My photo's are from a remote location on the sherwood pines stages we park @ a place called limes cafe and take a 10 min walk to the stage, good thing is there's no one else apart from marshall and the od photographer around so you can pick your shots with out fighting with the crowds and other photographer trying to get that winning shot.

:thumb:


----------



## O`Neil (Aug 13, 2007)

All crackin` pics James :thumb:

I like the location of the first corner, Limes Cafe, I`ll remember that one for next year.

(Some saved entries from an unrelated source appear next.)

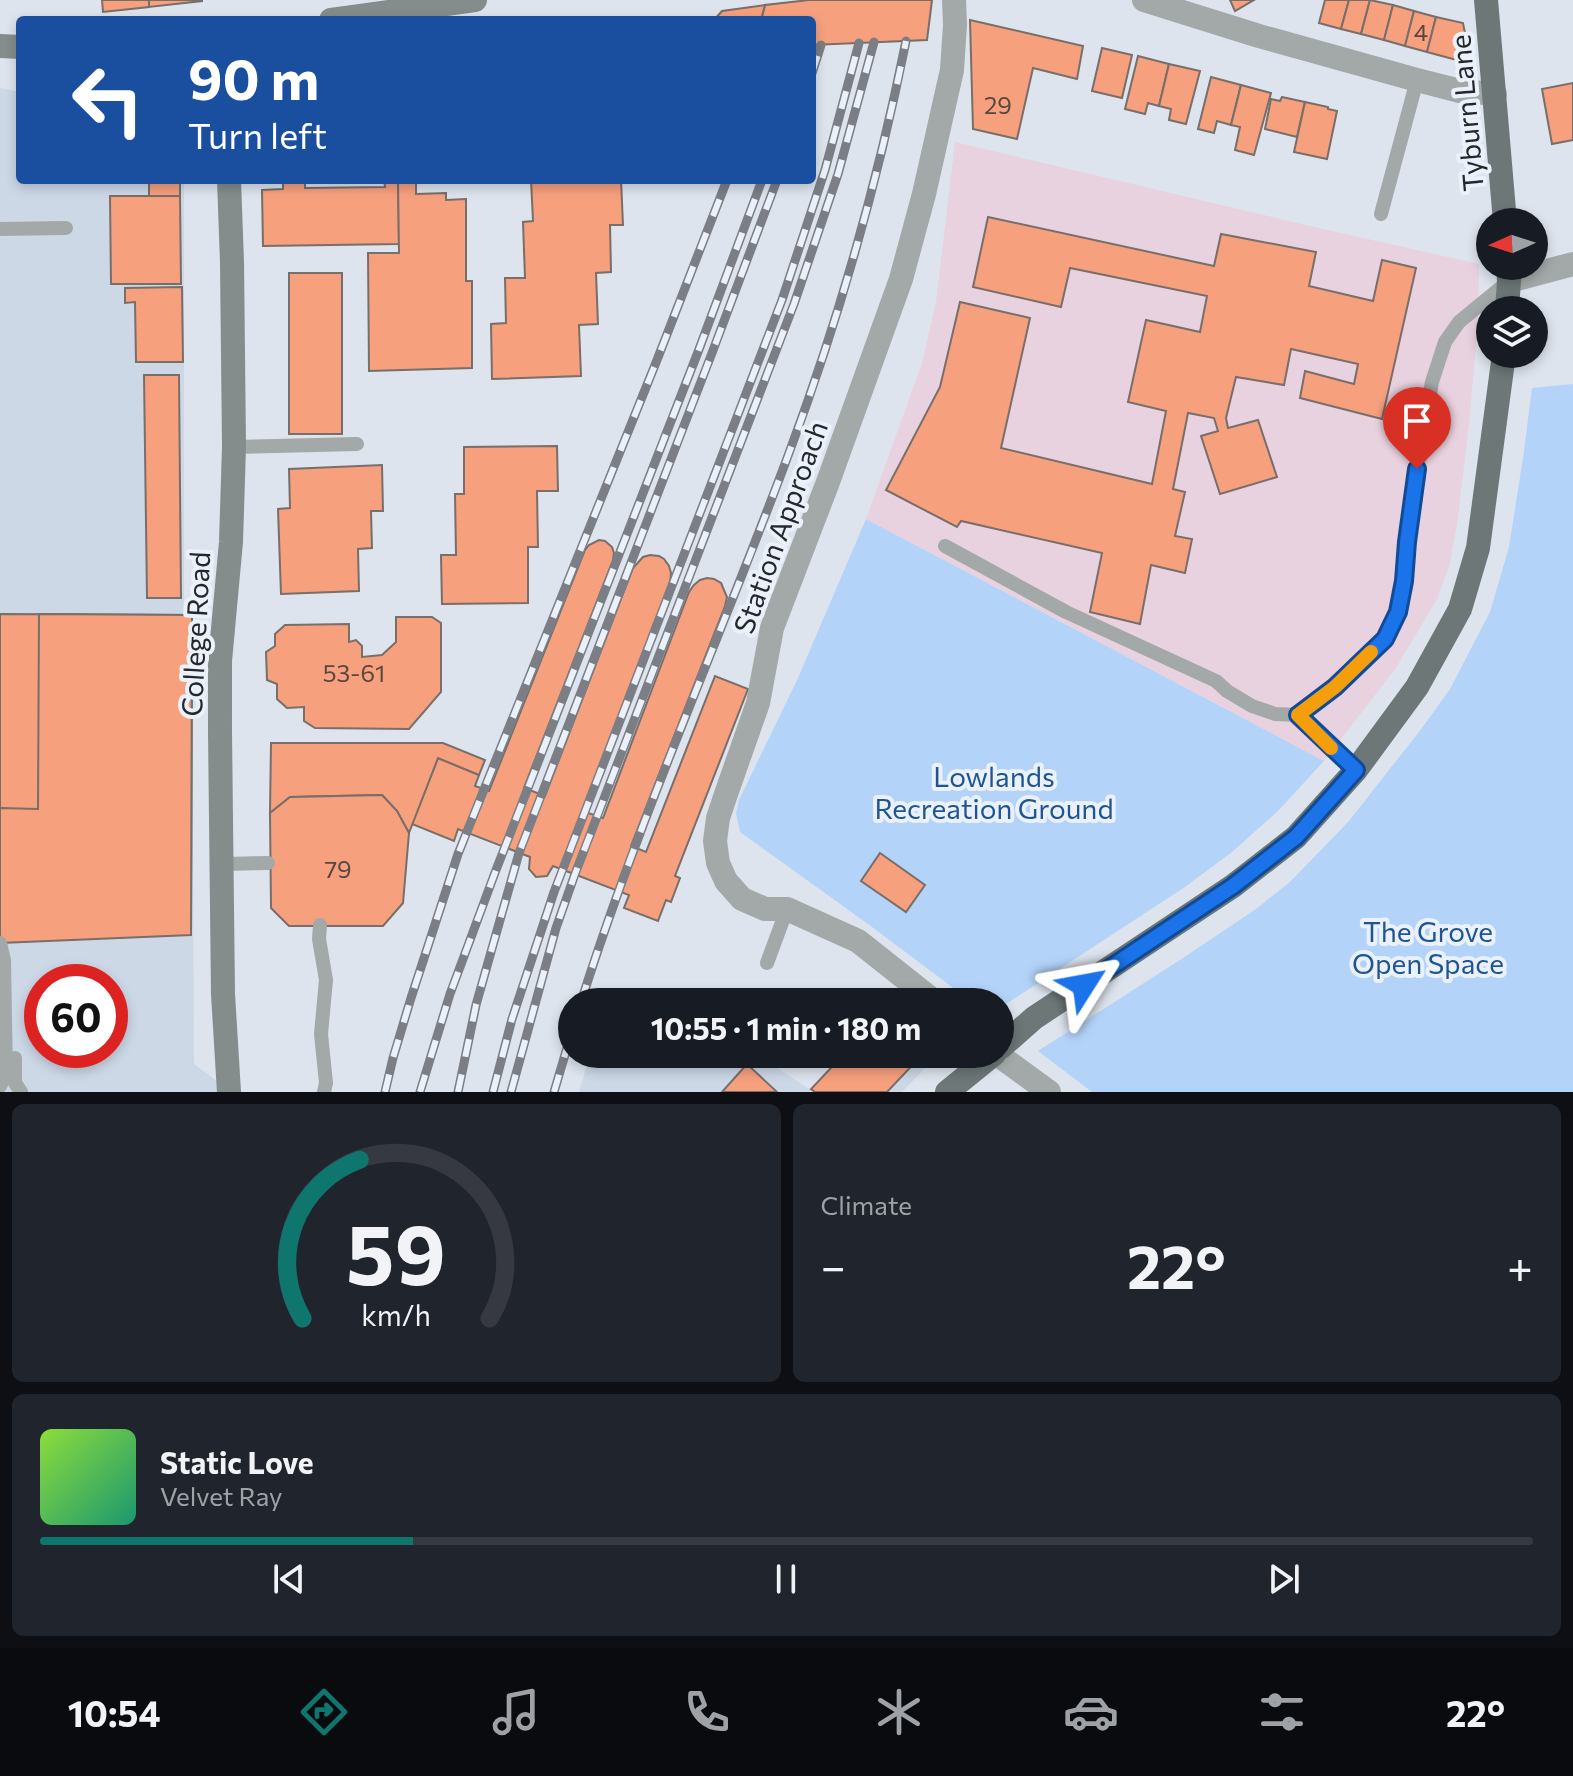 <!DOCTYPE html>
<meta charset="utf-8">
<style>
:root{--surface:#171b24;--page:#20242c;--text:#f1f3f6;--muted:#9ea1a6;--line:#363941;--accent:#0f766e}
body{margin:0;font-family:Commissioner,sans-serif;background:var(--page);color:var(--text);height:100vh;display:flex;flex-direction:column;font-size:30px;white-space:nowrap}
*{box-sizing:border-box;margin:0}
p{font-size:26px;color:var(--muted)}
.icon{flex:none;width:44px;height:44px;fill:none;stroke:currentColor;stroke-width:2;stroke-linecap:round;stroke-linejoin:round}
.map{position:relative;height:1092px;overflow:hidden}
.panel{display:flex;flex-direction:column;gap:12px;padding:12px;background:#0d0f14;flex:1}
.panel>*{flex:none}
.hud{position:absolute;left:16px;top:16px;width:800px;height:168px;border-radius:8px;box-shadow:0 4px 12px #0003;background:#1a4fa0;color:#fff;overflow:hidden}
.needle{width:52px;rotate:267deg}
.buttons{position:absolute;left:1476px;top:208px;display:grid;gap:16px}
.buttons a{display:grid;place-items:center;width:72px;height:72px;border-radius:50%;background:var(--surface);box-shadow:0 4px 12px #0003;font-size:40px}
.speed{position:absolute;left:24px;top:964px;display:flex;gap:16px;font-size:40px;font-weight:700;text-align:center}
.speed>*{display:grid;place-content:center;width:104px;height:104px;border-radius:50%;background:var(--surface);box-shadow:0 4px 12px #0003;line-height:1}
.speed .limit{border:12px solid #d22;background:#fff;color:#111}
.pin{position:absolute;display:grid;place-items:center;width:68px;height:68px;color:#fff;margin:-82px -34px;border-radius:50% 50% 50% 0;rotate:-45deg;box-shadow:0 0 8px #0007}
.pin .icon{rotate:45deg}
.me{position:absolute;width:88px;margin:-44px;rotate:56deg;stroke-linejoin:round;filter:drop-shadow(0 0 6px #0008)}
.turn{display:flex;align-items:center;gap:28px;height:168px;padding:0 40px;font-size:36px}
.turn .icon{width:104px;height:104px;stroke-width:2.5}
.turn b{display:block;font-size:56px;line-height:68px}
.big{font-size:60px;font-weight:700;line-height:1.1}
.panel .tile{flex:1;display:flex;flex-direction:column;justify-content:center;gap:12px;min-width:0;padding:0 28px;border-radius:12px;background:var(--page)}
.panel .dial{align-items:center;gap:0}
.dial svg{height:208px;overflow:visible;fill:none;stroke:var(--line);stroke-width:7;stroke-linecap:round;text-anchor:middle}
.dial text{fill:var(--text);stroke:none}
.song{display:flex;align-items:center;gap:24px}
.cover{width:96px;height:96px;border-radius:12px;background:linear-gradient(135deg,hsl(90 70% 55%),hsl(160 70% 35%))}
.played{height:8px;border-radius:4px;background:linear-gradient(90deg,var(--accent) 25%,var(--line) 25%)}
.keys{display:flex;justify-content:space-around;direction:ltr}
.heat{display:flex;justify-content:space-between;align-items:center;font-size:44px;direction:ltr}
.panel .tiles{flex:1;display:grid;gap:12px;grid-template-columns:1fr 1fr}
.tile:last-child{grid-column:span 2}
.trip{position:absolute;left:558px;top:988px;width:456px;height:80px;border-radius:40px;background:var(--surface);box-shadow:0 4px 12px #0003;font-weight:700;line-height:80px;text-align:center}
.tabs{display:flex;height:128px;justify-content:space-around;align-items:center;background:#090b0e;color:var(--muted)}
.tabs .icon{width:56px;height:56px}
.tabs .current{color:var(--accent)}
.tabs b{font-size:36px;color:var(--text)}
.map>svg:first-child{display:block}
.built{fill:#cdd8e7;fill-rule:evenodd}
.education{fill:#e8d2df}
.green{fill:#b4d3f9}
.building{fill:#f6a07e;stroke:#786e6a;stroke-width:2}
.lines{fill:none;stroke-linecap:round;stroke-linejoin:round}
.lane{stroke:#a3a8a8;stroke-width:14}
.street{stroke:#a3a8a8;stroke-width:24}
.secondary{stroke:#848c8c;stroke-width:24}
.primary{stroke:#6d7777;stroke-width:24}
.rail-casing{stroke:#7b7f85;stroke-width:9}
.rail{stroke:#eaf1fa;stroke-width:6;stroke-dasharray:18;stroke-linecap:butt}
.route-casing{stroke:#114b97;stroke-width:20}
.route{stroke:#1a73e8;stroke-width:14}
.slow{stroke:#f59e0b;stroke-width:14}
.labels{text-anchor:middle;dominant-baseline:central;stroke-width:8;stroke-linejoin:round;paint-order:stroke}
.number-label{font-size:24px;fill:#594640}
.street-label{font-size:28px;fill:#25282b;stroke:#eaf1fa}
.park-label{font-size:28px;fill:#1f5592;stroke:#eaf1fa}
</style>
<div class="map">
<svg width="1573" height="1092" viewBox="0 0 1573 1092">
<rect width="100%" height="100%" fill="#dde4ed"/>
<g class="built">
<path d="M0,88L20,92V180H184V603L192,615L194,1064L221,1084L222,1092H0ZM42,982H110V1050H42Z"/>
<path d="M587,1054H756L814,1092H579L587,1065Z"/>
<path d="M854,1054H932L936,1057L902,1092H816Z"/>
</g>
<path class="education" d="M955,142L1323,229L1479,264L1478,321L1469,424L1457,525L1449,567L1437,599L1396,668L1324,761L866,519L922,363L936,302Z"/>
<g class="green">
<path d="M1573,384V1092H1092L1038,1051L1183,958L1256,909L1290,882L1349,821L1422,728L1450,689L1490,612L1509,547L1523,458L1532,388Z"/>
<path d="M866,519L1324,761L1278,811L1232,852L1185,887L1000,1008V1002H972L872,927L740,832L736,813L739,800L798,678Z"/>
</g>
<g class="building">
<path d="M102,0H149V7L103,12Z"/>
<path d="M149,0H202V1L149,7Z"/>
<path d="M809,0H932L927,40L812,45V20H761L765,5Z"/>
<path d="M1230,0H1254L1235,11Z"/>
<path d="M1325,0H1349L1341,29L1319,23Z"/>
<path d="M1349,0H1370L1361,34L1341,29Z"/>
<path d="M1370,0L1393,5L1384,40L1361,34Z"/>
<path d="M765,5L761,20H714L722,11Z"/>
<path d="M1393,5L1414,11L1405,46L1384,40Z"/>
<path d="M1414,11L1436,17L1427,52L1405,46Z"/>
<path d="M1436,17L1463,23L1467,43L1464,62L1427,52Z"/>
<path d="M970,20L1083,46L1077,79L1033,68L1017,139L973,129Z"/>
<path d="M1102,48L1132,55L1122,98L1092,91Z"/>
<path d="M1138,56L1169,64L1159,106L1148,103L1145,114L1125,109Z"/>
<path d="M1169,64L1200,71L1186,124L1169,120L1171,109L1159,106Z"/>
<path d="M1211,77L1241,85L1231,125L1217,121L1214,133L1198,129Z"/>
<path d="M1573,83V140L1552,144L1542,89Z"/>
<path d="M1241,85L1271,93L1254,155L1235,150L1240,127L1231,125Z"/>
<path d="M1282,97L1305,102L1297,137L1265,129L1271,99L1280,101Z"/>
<path d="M1305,102L1328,107V109L1337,111L1327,159L1294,152Z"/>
<rect x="149" y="180" width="31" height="16"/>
<path d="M283,180H305V188L385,187L384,180H398L399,244L263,246L262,190L283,189Z"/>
<path d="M398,180H416V194L446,193V200L466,199V281H472V368L369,371L368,253H399Z"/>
<path d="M531,180H621L623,225H610L611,272L596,273L598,324L579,325L581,376L492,379L491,324L506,323L505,278H525L523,222L533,221Z"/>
<path d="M110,196H180L181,284H111Z"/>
<path d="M988,217L1214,266L1221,234L1316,252L1309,286L1373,301L1382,260L1416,268L1382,419L1300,398L1305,371L1354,384L1358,364L1291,349L1284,385L1236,377L1226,418L1228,428L1258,420L1277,477L1220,494L1201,436L1218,431L1214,418L1188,413L1173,489L1185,492L1175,536L1192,539L1185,573L1151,565L1140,624L1090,612L1102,553L961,521L957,527L886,490L940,387L960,302L1030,318L1001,448L1152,484L1166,411L1128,402L1146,320L1200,332L1207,296L1070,268L1061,307L973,287Z"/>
<rect x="289" y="273" width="53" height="161"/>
<path d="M182,287L183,362H136L135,302L125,303V288Z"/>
<path d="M144,375H179L181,598H147Z"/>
<path d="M557,446L558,491H537L538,547H528V603L442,604L441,555H456L455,494H464V447Z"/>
<path d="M382,465L383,511H371L372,548L358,549L359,591L281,594L278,509L290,508L289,469Z"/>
<path d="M599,540L605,541L612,547L614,553L613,560L524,788L545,796L633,568L643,557L650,555L659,556L664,559L669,566L671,573L670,584L582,811L603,818L689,592L694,585L700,580L707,578L714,579L721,583L727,597L725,606L631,846L646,852L715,676L748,689L675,876L680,878L671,902L666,900L658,921L624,908L629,895L553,866L547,876L536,877L529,869L530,857L458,829L454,841L412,824L438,758L479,775L475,786L489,791L585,550L589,545Z"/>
<path d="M0,614L192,615L191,935H17L0,943Z"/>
<path d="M39,614L192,615L191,935L0,943V808L38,809Z"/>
<path d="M396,617H432L441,623V692L409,729L315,728L304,721V707L287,708L277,699V684L267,680L266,652L275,646V634L285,625L349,624V642L356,640L362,646V657L382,655L396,642Z"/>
<path d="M271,743H443L485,760L479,775L438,758L409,833L397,811L382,795L290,797L270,813Z"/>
<path d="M382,795L397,811L409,833L403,903L383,926H289L271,908L270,813L290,797Z"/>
<path d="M880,853L925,885L906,912L861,881Z"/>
<path d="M844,1054H923L887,1092H815L811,1089Z"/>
<path d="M747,1064L777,1092H722Z"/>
</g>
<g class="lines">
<g class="lane">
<path d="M1381,214L1417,80"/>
<path d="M0,229L66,228"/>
<path d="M234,447L357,444"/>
<path d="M945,546L1066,612L1216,681L1227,691L1252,706L1275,714L1298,715L1335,687L1385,639L1398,612L1404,581L1407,542L1417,469L1432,382L1445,342L1459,322L1509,281"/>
<path d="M1298,715L1356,770"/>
<path d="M222,864L268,863"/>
<path d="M320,925L319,939L326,980L321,1034L326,1083L324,1092"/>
<path d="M767,963L787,909"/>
<path d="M15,1058V1083L21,1092"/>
<path d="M0,1086L6,1074L4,960L0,943"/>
</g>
<g class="street">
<path d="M1144,0L1259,36L1417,80L1460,91L1495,94"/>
<path d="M1509,281L1573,264"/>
<path d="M935,1002L858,941L787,909H765L742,899L726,881L718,863L715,841L718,818L726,794L758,703L772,628L828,482L901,279L924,194L952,70L955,25L954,0"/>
<path d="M997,1054L1049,1092"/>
</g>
<g class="secondary">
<path d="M331,20L475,0"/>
<path d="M0,46L20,47"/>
<path d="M229,1092L223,994L220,732V661L231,542L234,447L232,262L229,180"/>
</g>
<g class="primary">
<path d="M1486,0L1505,222"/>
<path d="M1507,310L1509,281L1508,266"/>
<path d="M1000,1048L1034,1018L1233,886L1296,837L1356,770L1417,687L1460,609L1478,548L1504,354"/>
<path d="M947,1092L994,1054"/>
</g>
<defs>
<g id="rail">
<path d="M812,73L821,45"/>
<path d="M581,1002C640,815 721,637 789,453C839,319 878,181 906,41"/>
<path d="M385,1092L393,1058L411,998L458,854L657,360L727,180"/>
<path d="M420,1092L450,994L496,870L698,352L762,180"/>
<path d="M458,1092L476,1005L519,853L712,353L777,180"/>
<path d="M493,1092L512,1019L554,892L782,300L825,170L859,43"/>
<path d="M511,1092L556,928L575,874L794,304L838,174L874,42"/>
<path d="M554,1092L572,1031"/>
</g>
</defs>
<use href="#rail" class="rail-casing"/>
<use href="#rail" class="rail"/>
</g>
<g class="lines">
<defs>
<path id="route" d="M1084,985L1233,886L1296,837L1356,770L1298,715L1335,687L1385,639L1398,612L1404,581L1407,542L1417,469"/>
</defs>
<use href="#route" class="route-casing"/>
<use href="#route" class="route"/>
<path class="slow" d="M1331,748L1298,715L1335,687L1371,652"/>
</g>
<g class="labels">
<g class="number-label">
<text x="1421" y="31">4</text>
<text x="998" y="104">29</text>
<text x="354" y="672">53-61</text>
<text x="338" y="868">79</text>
</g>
<g class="street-label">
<text transform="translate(1466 113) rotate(-95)">Tyburn Lane</text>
<text transform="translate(780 527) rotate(-70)">Station Approach</text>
<text transform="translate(195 634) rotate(-87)">College Road</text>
</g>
<g class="park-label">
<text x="994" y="776">Lowlands<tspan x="994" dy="32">Recreation Ground</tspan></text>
<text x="1428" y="931">The Grove<tspan x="1428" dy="32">Open Space</tspan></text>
</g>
</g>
</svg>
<div class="buttons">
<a><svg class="needle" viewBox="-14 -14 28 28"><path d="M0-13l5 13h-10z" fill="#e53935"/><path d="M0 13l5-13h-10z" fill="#9ea1a6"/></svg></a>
<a><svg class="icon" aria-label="layers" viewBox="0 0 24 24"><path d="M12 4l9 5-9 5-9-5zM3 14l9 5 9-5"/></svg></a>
</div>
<div class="speed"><div class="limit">60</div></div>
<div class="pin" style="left:1417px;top:469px;background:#d93025"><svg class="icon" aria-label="arrive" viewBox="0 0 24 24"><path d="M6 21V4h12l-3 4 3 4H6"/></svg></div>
<svg class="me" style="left:1084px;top:985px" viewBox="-20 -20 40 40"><path d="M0-17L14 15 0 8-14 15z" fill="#1a73e8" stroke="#fff" stroke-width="4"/></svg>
<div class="trip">10:55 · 1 min · 180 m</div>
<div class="hud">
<div class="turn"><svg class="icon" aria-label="left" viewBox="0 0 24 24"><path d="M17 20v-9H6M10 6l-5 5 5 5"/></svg><div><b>90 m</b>Turn left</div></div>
</div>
</div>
<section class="panel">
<div class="tiles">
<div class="tile dial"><svg viewBox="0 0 100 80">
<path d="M14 69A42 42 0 1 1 86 69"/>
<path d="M14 69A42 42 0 0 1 36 8" stroke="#0f766e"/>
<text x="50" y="56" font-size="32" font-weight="700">59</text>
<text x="50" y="72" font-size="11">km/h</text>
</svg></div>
<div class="tile"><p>Climate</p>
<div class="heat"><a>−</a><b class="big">22°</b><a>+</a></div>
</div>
<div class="tile">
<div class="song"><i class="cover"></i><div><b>Static Love</b><p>Velvet Ray</p></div></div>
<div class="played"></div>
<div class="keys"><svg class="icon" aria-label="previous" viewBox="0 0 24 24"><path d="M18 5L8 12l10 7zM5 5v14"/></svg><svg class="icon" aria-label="pause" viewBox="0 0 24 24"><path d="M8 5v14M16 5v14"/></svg><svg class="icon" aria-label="next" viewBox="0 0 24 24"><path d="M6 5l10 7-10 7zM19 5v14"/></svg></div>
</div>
</div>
</section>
<nav class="tabs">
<b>10:54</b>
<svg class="icon current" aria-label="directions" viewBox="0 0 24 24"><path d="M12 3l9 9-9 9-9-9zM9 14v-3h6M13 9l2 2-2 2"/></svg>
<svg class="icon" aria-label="music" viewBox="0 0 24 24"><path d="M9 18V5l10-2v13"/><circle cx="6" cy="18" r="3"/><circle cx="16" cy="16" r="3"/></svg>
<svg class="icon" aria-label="phone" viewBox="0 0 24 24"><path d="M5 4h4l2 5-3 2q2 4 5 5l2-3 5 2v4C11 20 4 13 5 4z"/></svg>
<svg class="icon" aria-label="climate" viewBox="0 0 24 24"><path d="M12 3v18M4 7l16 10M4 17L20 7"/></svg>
<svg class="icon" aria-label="car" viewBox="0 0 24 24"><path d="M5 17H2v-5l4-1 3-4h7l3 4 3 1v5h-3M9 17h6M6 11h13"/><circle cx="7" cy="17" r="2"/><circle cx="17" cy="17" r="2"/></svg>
<svg class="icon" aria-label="filters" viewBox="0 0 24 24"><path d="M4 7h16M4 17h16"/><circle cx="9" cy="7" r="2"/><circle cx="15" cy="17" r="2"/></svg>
<b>22°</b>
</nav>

Here`s a few of mine, a bit average though


----------



## pooma (Apr 12, 2008)

Cracking photos, thanks for sharing.


----------



## timthetinyhorse (May 25, 2009)

some good pics there, looks a good rally


----------



## andye (Apr 15, 2007)

Great pics :thumb:


----------



## NeilG40 (Jan 1, 2009)

Can I ask what length lenses you use, I'm thinking about having a go at some rally photography? At the moment for my canon 450d I've got the standard 18-55 kit lens, a canon 50mm 1.8 and a sigma 70-300mm 4-5.6

Something like the Dukeries isn't too far away from me, in fact I've marshalled on it and various others in the distant past.


----------



## james_RScos (Mar 13, 2006)

NeilG40 said:


> Can I ask what length lenses you use, I'm thinking about having a go at some rally photography? At the moment for my canon 450d I've got the standard 18-55 kit lens, a canon 50mm 1.8 and a sigma 70-300mm 4-5.6
> 
> Something like the Dukeries isn't too far away from me, in fact I've marshalled on it and various others in the distant past.


Hi mate,

All the Photo's in this post are taken with my 100mm - 400mm Canon IS USM L series on my first 400D, your 70 - 300 sigma is more than man enough for the job the only place i have an advantage is my glasses are better inside the lense giving me a better quality photo + my lense will be quicker focusing, i also have two different stages of IS i can choose from, 1 is for normal all over Image stabelization and the 2nd is up and down stabelization for panning(specially for moving subjects like cars).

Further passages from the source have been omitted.